What the exercise asks.
Although the data below holds other lines too, output only those from the line with "position:absolute; width:55px; margin:-28px;" up to and including the line with "flex:1; height:58px; border-radius:15px;", exactly as they appear.

Stored data entries.
BEGIN

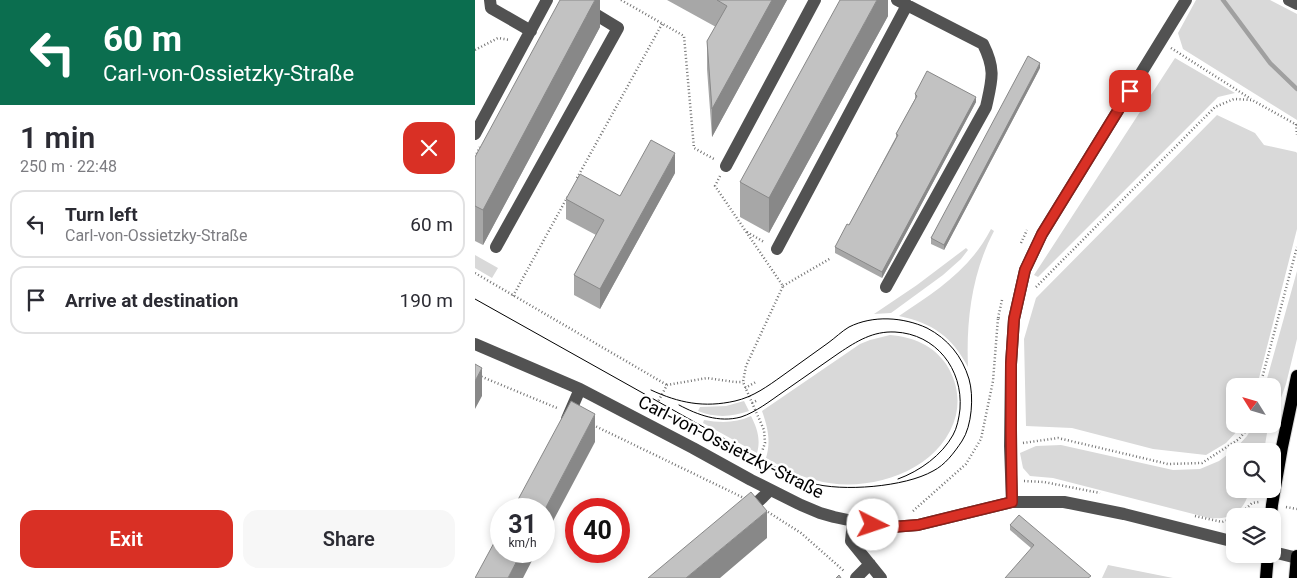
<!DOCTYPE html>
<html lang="en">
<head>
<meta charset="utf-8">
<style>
	:root { --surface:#fff; --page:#f7f7f7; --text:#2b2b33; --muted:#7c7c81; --line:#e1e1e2; --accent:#d93025 }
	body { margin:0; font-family:Roboto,sans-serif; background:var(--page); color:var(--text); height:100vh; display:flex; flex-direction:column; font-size:19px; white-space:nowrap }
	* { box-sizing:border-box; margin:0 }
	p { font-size:16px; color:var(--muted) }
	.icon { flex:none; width:28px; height:28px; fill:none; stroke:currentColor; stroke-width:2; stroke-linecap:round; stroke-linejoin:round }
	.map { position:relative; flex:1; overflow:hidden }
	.panel { display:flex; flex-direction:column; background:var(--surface); width:475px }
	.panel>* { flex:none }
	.guide { background:#0b6e4f; color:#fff; overflow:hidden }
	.needle { width:32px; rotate:307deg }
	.fabs { position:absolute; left:751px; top:378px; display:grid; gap:10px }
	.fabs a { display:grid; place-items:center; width:55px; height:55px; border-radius:10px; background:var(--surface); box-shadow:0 2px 8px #0003; font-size:25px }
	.speed { position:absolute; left:15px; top:498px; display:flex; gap:10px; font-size:25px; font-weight:700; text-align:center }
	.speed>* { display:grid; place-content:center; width:65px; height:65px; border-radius:50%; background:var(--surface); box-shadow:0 2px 8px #0003; line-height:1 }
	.speed small { font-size:12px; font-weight:400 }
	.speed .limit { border:8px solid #d22; background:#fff; color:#111 }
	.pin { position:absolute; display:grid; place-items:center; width:42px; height:42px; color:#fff; margin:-21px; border-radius:10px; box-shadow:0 2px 8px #0006 }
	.me { position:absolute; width:55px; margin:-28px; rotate:94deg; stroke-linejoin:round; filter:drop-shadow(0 0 4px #0008) }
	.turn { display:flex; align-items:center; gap:18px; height:105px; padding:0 20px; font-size:22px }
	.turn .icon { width:65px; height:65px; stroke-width:2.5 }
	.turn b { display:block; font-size:35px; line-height:42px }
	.round { display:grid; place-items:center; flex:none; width:52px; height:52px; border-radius:15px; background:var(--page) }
	.head { display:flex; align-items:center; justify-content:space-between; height:85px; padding:0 20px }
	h1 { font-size:30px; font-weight:600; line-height:38px }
	.button { display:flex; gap:10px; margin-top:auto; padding:10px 20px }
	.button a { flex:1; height:58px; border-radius:15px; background:var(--accent); color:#fff; font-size:20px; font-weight:600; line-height:58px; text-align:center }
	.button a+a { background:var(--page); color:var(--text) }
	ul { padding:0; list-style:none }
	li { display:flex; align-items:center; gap:15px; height:68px; margin:0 10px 8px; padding:0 10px; border:2px solid var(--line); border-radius:15px }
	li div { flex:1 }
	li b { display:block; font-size:19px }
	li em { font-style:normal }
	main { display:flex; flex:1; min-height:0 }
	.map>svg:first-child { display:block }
	.green { fill:#d9d9d9 }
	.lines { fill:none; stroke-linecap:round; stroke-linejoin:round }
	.stream { stroke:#a0a0a0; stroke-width:4.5 }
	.major-casing { stroke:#dbdbdb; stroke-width:14 }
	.path { stroke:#747474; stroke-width:2.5; stroke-dasharray:1 2.5; stroke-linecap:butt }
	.minor { stroke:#525252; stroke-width:12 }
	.major { stroke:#000; stroke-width:12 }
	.tram { stroke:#000; stroke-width:1 }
	.wall { fill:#a7a7a7 }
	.shaded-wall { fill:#888 }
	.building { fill:#c2c2c2; stroke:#888 }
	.route-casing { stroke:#8d1f18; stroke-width:12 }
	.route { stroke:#d93025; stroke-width:9 }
	.labels { text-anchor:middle; stroke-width:5; stroke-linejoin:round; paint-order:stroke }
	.street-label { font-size:18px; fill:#000; stroke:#fff }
</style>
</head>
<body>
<main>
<section class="panel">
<div class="guide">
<div class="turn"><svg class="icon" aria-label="left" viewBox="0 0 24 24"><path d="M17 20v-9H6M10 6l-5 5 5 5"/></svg><div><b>60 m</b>Carl-von-Ossietzky-Straße</div></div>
</div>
<div class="head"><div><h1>1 min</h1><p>250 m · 22:48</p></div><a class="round" style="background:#d93025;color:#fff"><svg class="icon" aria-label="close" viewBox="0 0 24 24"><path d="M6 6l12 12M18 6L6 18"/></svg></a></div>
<ul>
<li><svg class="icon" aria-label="left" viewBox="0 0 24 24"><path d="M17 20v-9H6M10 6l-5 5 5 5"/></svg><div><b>Turn left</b><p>Carl-von-Ossietzky-Straße</p></div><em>60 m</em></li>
<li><svg class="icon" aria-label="arrive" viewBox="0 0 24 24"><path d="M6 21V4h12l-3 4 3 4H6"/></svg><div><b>Arrive at destination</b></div><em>190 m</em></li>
</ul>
<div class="button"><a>Exit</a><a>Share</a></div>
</section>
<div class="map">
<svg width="822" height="578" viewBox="0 0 822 578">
	<rect width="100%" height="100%" fill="#fff"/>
	<!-- green -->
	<path class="green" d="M721,0H795L822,14V120L708,49L703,33Z
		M700,58L760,93L743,97L563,277L559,275Z
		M742,115L780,133L789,145L821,152L822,153V229L782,386H760V424H768L767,426L751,443L731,455L678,449L597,428L551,426L549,339L561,298Z
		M516,229L519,231C497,273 491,320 493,367C477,337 458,323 424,316C461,291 495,270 516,229Z
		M491,248L493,250L486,259L468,275L416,313L399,314L442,285Z
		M0,255L23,268L17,278L0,268Z
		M822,271V339L811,384L798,420V386H790Z
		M415,335C438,337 458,345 471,364C481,379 485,397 481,415C467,472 391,495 340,480C323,476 307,467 291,458C296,441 293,428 287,411L385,344L395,340Z
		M269,401L274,411C257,417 240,418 223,411L225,407L251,406Z
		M276,416C282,428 286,439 282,453L228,423L229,420C246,423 261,423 276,416Z
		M779,424H796L792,433L789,451H760V489H784L782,496L773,495C767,514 753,520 734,518L578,478L555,476L548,468L545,453L561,446L586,445L698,470L725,469L744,461L760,449L772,436Z
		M633,565L698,578H627Z"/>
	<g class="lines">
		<!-- stream -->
		<path class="stream" d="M748,0L795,63L822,89"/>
		<defs>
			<path id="major" d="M796,516L797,505L807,447L822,376
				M791,578L793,554
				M820,578L822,556"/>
		</defs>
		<!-- major casing -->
		<use href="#major" class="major-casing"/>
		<!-- path -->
		<path class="path" d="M146,0L209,36L219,148L239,159
			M696,48L776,99
			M0,50L23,38L35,40
			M821,124L822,135
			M0,157L5,147
			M245,176L240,186L308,286L271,366L268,382L289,430L290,443L281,469
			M102,178L187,24
			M272,232L289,242
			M546,243L552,230
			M0,273L192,385
			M308,286L356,258
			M561,287L740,107L759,99L777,100L822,125
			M38,296L93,196
			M523,318L527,300
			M0,374L82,408
			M785,386L822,247
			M270,388L281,382
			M277,403L283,400
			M177,413L192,385L232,378L260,382H268
			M118,425L269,498
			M548,443L583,438L693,464L727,463L764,439L774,427L775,424
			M549,481L569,482L625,493
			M811,507L822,509
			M438,511L491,464L506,439L518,381L523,318H525
			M293,512L326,533L369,571
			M720,516L747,522L760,518
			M763,516L777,503L784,502"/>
		<!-- minor -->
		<path class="minor" d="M15,0L16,8L56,31
			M814,0L822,4
			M0,134L72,0
			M251,166L340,0
			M21,247L143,28L97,0
			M302,249L432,5
			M411,287L511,107C517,80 521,70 508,44L422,0
			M0,344L105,389L218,448L276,480L326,505L345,513L359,517L378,521L417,527L443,525L537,502H589L649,514L760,542
			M92,419L105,389
			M537,502L535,446L536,364L539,319L550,270L567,234L711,0
			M272,512L288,497L295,490
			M378,521L376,541L406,578
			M798,552L822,558
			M381,578L395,564"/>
		<!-- major -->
		<use href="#major" class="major"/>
		<!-- tram -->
		<path class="tram" d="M0,299L298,466C310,472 323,479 336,483C367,492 430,487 458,471C470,465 479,453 487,441C497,426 499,396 494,379C487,356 473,339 452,328C428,317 398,315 374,327C367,331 360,338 353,343C338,354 322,365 307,376C293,386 278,397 260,401C229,408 204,403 176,390
			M204,405C223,415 244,423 266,417C281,412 295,401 308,392C327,379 345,366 364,353C382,341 398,331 420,332C461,334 488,369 485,409C484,418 482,428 478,435C467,455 445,471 423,479"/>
	</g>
	<!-- wall -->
	<path class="wall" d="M125,0V27L8,245L0,241V157Z
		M192,0H312L237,137L232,69V41L241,27Z
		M413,0V16L294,233L265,217V182Z
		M565,68L469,250L456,244V238Z
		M440,94L501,102L407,278L360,253V247L374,225L421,137V134L440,99Z
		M200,173L125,309L99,295V275L121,235L91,219V199L145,196Z
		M535,525L616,578L556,548L535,530Z"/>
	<!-- shaded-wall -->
	<path class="shaded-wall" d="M120,0H125V27L8,245V210Z
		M297,0H312L237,137V109Z
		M402,0H413V16L294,233V198Z
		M565,63V68L469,250V245Z
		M501,97V102L407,278V272Z
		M200,153V173L125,309V289Z
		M7,368V396L0,409V381Z
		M120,414V442L69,538V511Z
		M292,511V538L245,578H211Z
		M47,551H62L48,578H33Z"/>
	<!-- building -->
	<path class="building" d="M85,0H120L8,210L0,206V157Z
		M242,0H297L237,109L232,41L252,6Z
		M365,0H402L294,198L265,182Z
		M553,56L565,63L469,245L456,238Z
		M452,71L501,97L407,272L360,247L372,224L374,225L423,135L421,134L442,96L440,94Z
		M176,140L200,153L125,289L99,275L129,220L91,199L105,174L145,196Z
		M0,364L7,368L0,381Z
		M96,401L120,414L69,511V509H38Z
		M276,492L292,511L211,578H173Z
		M544,515L616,576L613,578H530L559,545L535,525Z
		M26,530V551H47L33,578H0Z
		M364,575L366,578H361Z"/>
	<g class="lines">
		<defs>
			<path id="route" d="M398,525L417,527L443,525L537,502L536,430V364L539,319L550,270L567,234L655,91"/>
		</defs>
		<!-- route casing -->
		<use href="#route" class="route-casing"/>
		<!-- route -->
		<use href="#route" class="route"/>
	</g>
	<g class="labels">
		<!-- street labels -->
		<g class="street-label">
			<text transform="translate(256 447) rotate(27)" y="6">Carl-von-Ossietzky-Straße</text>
		</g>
	</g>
</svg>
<div class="fabs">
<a><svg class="needle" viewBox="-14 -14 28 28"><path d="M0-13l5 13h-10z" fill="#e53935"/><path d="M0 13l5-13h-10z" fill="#7c7c81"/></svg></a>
<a><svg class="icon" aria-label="search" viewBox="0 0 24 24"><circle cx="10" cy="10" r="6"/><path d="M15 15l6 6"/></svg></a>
<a><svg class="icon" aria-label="layers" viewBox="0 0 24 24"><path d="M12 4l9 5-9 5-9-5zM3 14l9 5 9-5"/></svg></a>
</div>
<div class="speed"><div>31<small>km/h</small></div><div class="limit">40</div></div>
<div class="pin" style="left:655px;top:91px;background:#d93025"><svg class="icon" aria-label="arrive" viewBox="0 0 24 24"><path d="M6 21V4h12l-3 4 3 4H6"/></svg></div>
<svg class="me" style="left:398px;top:525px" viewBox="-20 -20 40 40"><circle r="19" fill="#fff"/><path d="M0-13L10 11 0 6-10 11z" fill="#d93025"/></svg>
</div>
</main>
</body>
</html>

END

Output for this task.
	.me { position:absolute; width:55px; margin:-28px; rotate:94deg; stroke-linejoin:round; filter:drop-shadow(0 0 4px #0008) }
	.turn { display:flex; align-items:center; gap:18px; height:105px; padding:0 20px; font-size:22px }
	.turn .icon { width:65px; height:65px; stroke-width:2.5 }
	.turn b { display:block; font-size:35px; line-height:42px }
	.round { display:grid; place-items:center; flex:none; width:52px; height:52px; border-radius:15px; background:var(--page) }
	.head { display:flex; align-items:center; justify-content:space-between; height:85px; padding:0 20px }
	h1 { font-size:30px; font-weight:600; line-height:38px }
	.button { display:flex; gap:10px; margin-top:auto; padding:10px 20px }
	.button a { flex:1; height:58px; border-radius:15px; background:var(--accent); color:#fff; font-size:20px; font-weight:600; line-height:58px; text-align:center }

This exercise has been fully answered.